:: Task material ::

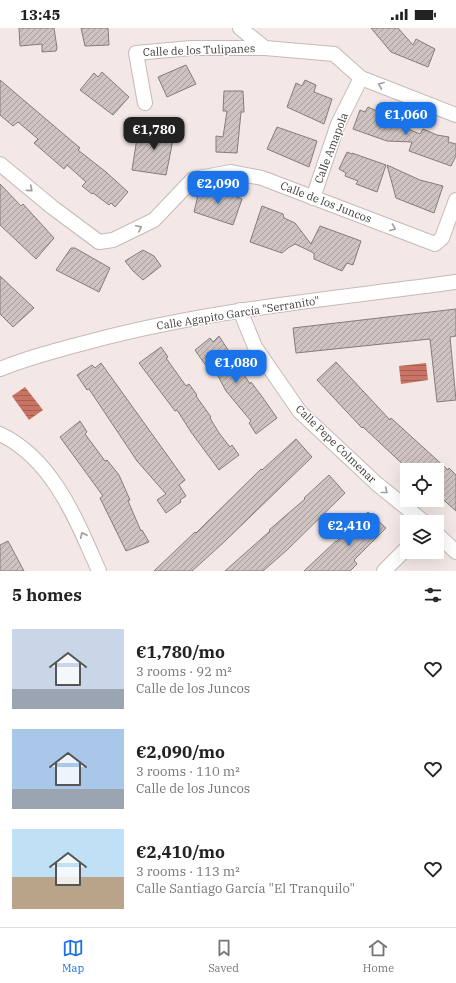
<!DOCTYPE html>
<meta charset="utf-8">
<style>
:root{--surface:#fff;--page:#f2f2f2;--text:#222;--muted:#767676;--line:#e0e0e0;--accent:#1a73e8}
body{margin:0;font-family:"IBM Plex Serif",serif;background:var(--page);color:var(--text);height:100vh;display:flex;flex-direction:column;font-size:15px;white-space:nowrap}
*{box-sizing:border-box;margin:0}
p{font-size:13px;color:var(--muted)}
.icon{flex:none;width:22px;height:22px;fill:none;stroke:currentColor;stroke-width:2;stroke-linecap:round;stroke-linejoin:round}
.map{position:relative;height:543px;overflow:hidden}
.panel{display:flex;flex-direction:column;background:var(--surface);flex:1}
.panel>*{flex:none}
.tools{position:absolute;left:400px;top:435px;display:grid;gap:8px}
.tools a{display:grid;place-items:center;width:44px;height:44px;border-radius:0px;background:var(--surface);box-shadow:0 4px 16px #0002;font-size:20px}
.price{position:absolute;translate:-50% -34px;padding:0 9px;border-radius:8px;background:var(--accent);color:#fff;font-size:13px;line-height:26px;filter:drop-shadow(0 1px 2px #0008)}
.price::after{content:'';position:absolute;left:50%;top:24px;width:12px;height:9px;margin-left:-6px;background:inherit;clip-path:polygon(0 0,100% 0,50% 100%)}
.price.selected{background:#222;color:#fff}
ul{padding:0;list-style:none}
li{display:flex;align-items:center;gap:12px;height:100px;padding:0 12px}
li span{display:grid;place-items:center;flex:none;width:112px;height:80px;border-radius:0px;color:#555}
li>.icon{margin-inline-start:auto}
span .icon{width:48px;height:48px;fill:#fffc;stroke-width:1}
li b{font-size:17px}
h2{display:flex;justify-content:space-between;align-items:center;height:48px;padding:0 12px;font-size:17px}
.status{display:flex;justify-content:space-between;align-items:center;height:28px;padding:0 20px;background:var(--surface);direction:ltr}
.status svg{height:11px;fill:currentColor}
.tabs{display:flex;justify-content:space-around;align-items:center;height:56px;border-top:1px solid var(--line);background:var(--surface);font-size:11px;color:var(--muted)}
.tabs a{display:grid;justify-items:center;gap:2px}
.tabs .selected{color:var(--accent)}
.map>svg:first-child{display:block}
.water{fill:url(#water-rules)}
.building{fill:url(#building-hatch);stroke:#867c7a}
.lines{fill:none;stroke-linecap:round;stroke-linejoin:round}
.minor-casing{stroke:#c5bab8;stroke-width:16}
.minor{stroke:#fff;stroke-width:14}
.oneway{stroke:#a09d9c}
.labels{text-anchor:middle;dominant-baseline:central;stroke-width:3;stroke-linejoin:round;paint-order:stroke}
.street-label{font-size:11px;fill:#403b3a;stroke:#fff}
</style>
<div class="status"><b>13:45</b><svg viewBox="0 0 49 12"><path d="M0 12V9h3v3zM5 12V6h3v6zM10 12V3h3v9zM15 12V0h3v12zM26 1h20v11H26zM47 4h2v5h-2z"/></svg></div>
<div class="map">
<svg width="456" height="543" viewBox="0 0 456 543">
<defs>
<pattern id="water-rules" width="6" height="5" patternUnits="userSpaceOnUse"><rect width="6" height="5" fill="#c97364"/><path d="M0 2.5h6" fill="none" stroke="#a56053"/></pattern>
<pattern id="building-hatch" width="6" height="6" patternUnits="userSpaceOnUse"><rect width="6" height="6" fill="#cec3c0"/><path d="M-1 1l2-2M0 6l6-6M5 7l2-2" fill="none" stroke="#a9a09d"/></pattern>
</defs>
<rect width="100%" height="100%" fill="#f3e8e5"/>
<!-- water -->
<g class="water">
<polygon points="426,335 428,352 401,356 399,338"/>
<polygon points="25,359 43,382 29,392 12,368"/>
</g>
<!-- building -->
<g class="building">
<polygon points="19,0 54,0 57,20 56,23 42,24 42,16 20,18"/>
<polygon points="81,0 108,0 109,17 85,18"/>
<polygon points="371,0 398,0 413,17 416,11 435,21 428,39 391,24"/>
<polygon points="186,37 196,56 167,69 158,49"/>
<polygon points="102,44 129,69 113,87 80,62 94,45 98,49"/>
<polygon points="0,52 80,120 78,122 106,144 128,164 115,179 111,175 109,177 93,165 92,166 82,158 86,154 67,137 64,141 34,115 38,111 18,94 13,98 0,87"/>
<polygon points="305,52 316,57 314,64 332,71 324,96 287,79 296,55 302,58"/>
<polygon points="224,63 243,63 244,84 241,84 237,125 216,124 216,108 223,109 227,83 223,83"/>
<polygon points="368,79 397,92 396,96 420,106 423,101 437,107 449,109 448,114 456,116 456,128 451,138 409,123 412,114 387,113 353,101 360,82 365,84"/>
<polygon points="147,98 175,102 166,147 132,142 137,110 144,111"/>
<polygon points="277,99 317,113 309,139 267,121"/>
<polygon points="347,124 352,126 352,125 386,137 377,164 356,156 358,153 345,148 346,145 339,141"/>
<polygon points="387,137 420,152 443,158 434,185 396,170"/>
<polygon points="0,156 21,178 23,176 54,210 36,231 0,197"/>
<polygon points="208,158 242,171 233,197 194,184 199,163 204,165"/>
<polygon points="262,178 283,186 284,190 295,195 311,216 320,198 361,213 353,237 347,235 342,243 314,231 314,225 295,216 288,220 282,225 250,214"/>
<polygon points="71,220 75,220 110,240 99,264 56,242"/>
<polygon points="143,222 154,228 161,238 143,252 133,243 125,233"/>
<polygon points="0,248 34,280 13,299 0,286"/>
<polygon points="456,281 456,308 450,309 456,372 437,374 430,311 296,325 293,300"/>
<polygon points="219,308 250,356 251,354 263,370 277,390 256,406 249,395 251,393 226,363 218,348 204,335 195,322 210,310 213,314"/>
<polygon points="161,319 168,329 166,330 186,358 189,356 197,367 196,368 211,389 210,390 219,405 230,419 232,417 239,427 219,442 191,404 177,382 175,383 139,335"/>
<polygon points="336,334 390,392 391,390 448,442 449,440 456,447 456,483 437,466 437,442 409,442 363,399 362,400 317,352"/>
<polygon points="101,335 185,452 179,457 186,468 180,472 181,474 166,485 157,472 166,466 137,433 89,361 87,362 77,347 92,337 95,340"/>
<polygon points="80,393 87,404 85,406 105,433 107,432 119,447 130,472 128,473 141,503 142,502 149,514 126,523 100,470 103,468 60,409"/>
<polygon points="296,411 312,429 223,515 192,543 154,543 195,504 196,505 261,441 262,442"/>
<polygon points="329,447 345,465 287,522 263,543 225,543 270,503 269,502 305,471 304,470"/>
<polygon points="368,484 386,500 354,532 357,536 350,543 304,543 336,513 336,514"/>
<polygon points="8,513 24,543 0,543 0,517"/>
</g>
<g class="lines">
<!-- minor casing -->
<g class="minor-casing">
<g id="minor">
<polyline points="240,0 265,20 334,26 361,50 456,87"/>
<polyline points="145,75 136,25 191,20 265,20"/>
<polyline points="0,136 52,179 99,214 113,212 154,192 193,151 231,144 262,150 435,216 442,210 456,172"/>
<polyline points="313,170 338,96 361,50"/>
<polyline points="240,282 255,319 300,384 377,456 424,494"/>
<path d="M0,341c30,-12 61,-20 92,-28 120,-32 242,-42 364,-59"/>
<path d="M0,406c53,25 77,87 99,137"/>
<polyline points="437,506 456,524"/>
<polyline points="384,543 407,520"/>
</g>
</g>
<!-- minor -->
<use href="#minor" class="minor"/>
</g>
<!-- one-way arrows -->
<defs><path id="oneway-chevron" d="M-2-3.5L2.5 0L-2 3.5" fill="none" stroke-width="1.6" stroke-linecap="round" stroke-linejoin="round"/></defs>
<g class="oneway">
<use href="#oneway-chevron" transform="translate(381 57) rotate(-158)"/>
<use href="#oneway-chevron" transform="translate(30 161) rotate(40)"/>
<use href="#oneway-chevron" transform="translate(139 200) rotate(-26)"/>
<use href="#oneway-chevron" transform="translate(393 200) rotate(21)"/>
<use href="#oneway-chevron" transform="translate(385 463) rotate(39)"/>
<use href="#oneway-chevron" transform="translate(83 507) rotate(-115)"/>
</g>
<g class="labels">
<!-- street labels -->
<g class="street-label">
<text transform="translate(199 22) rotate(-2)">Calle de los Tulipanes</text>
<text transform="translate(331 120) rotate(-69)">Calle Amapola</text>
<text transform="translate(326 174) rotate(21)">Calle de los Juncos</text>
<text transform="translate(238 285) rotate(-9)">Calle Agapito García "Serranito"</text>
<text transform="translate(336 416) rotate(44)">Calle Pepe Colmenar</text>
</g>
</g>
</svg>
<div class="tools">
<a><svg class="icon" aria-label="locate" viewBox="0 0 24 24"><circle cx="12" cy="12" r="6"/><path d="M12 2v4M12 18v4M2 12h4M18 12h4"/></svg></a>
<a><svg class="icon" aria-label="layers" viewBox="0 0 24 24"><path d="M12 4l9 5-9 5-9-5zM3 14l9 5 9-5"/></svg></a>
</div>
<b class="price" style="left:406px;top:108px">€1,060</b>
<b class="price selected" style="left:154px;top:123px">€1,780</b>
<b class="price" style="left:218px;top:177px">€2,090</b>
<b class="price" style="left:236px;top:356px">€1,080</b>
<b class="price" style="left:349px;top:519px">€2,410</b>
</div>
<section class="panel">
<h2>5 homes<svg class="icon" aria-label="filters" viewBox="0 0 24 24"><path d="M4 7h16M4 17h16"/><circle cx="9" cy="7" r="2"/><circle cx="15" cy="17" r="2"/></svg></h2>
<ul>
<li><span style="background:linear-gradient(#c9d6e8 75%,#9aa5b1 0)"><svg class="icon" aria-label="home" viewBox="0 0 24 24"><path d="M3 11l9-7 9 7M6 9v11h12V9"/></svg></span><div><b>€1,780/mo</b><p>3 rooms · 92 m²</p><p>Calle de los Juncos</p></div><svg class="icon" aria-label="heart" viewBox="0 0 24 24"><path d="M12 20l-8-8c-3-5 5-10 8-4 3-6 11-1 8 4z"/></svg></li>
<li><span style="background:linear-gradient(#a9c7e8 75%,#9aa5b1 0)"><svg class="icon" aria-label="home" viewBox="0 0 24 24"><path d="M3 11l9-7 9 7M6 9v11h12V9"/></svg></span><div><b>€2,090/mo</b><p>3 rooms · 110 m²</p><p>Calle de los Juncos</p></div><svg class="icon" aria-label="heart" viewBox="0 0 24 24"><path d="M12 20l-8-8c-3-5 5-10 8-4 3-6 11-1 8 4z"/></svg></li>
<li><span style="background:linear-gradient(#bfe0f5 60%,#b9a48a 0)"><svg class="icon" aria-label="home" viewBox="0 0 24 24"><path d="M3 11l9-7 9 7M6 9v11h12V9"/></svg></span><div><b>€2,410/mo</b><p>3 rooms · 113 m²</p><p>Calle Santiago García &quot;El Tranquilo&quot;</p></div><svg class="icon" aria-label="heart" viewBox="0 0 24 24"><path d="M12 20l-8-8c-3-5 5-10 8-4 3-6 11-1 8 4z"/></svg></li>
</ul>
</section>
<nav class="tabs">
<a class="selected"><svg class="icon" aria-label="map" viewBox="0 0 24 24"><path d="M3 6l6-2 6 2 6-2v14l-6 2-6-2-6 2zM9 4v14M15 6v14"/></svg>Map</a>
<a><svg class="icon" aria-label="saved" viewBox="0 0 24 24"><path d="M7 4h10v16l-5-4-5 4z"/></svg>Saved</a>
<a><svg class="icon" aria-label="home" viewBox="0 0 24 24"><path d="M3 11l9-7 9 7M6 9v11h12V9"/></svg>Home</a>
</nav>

:::
:: Task material ::

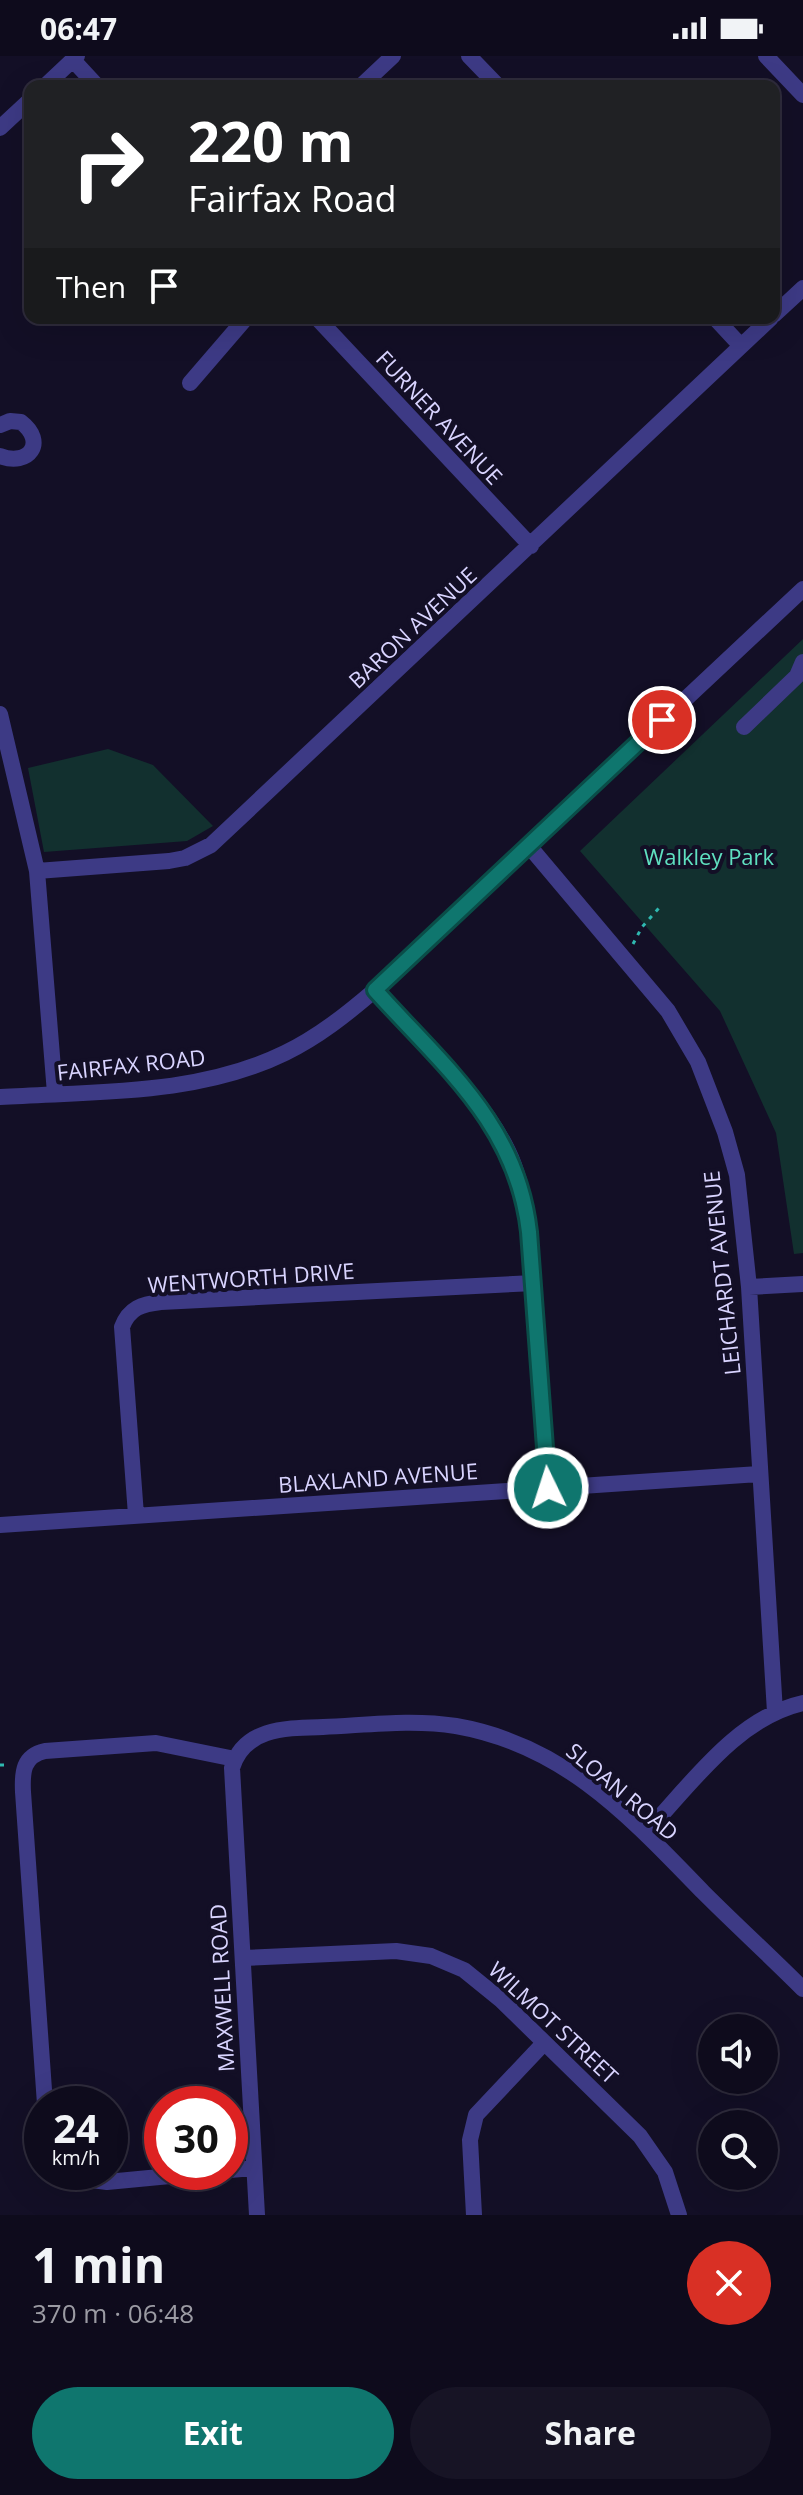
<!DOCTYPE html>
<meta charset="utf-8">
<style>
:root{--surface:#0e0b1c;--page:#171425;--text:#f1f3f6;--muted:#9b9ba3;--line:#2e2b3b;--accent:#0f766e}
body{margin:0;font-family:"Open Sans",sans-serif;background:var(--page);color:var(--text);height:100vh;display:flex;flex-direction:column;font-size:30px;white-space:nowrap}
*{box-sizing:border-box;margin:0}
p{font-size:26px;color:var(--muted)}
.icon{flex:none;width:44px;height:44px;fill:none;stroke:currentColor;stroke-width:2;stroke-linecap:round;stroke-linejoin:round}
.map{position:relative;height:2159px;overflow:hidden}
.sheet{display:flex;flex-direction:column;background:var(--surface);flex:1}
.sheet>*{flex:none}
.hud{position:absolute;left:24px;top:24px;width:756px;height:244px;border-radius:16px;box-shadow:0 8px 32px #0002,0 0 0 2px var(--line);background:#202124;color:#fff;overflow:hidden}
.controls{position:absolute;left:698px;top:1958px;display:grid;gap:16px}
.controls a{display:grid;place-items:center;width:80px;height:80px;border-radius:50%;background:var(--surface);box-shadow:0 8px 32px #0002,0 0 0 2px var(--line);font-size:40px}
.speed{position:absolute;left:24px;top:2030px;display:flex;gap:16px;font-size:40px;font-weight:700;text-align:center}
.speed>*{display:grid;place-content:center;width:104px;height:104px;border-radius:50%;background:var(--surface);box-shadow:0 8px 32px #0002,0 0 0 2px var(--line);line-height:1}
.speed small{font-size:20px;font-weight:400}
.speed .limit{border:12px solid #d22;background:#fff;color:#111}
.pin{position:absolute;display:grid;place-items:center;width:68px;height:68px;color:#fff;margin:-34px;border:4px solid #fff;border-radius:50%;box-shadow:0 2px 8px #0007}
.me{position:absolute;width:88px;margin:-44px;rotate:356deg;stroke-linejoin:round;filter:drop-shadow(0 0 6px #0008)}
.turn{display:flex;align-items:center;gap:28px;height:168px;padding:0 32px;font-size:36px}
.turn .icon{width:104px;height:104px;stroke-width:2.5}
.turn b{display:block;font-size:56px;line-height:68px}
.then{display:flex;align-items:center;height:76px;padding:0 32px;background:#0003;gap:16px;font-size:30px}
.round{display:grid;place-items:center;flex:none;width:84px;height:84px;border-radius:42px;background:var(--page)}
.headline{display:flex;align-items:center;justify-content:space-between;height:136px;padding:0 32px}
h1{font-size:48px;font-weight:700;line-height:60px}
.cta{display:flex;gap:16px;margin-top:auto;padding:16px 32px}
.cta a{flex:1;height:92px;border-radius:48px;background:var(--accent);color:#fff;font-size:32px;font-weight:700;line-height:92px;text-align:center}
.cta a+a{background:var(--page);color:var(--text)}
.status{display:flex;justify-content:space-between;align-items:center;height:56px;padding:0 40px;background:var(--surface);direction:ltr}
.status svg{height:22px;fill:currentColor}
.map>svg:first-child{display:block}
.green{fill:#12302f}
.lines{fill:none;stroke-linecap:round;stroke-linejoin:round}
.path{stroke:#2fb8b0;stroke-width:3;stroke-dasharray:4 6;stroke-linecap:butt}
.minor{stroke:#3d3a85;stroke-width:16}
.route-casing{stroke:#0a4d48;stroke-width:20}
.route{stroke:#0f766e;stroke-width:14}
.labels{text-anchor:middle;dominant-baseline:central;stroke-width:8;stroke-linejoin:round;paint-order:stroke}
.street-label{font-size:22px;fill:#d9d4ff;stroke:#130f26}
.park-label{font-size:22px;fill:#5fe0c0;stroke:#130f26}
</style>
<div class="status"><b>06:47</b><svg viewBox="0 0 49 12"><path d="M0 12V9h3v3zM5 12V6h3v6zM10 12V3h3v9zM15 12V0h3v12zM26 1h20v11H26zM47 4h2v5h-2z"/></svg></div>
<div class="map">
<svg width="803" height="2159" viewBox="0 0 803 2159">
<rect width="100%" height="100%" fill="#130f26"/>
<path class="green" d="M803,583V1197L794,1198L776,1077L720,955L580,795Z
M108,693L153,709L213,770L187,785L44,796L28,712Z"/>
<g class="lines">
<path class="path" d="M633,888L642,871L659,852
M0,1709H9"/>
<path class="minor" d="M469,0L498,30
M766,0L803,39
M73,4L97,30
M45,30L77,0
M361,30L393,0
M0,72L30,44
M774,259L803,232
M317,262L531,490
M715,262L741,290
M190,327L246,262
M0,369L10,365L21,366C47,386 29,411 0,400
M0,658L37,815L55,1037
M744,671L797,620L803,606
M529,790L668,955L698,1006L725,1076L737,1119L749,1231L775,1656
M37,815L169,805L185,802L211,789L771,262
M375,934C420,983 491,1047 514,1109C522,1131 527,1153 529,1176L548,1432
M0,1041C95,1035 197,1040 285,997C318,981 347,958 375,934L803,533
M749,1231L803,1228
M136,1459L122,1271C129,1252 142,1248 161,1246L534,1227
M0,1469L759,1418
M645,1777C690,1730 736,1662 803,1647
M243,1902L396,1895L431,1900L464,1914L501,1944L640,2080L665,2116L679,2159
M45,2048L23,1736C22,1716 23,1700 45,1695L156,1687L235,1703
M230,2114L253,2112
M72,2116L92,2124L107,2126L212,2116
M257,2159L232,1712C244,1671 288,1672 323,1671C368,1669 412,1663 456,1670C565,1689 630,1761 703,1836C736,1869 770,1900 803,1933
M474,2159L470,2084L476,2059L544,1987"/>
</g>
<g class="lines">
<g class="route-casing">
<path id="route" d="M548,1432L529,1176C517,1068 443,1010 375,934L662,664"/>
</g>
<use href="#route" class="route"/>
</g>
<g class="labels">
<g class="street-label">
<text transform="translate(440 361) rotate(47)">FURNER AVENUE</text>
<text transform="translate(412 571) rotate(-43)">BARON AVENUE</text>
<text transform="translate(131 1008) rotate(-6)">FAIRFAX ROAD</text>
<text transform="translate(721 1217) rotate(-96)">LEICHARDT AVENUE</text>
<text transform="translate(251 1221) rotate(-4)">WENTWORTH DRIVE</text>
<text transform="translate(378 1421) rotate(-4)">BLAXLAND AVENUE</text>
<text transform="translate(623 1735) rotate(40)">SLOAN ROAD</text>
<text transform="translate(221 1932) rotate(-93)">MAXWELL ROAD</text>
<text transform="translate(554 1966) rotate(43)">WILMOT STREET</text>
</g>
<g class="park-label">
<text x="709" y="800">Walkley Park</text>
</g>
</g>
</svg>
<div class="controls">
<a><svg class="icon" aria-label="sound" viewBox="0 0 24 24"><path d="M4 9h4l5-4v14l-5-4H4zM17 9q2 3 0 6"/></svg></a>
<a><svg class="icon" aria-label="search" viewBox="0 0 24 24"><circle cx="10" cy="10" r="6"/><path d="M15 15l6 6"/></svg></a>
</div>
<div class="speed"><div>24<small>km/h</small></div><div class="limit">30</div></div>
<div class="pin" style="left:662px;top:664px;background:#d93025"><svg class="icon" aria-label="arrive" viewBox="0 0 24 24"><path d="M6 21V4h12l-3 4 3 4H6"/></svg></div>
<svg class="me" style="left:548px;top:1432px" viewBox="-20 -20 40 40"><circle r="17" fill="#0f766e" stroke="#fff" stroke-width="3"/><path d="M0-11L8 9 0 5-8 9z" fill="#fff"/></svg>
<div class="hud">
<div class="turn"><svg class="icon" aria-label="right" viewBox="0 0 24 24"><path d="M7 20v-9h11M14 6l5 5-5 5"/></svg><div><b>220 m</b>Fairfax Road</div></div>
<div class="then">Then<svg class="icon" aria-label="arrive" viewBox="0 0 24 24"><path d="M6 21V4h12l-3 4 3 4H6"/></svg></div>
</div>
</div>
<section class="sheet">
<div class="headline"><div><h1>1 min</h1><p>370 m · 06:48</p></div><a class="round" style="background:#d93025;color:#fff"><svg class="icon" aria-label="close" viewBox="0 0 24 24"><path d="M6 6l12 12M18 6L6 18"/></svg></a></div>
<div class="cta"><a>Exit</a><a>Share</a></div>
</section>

:::

Gather each line in the entries above where the string "column" is found.

▸ Result of the task:
body{margin:0;font-family:"IBM Plex Serif",serif;background:var(--page);color:var(--text);height:100vh;display:flex;flex-direction:column;font-size:15px;white-space:nowrap}
.panel{display:flex;flex-direction:column;background:var(--surface);flex:1}
body{margin:0;font-family:"Open Sans",sans-serif;background:var(--page);color:var(--text);height:100vh;display:flex;flex-direction:column;font-size:30px;white-space:nowrap}
.sheet{display:flex;flex-direction:column;background:var(--surface);flex:1}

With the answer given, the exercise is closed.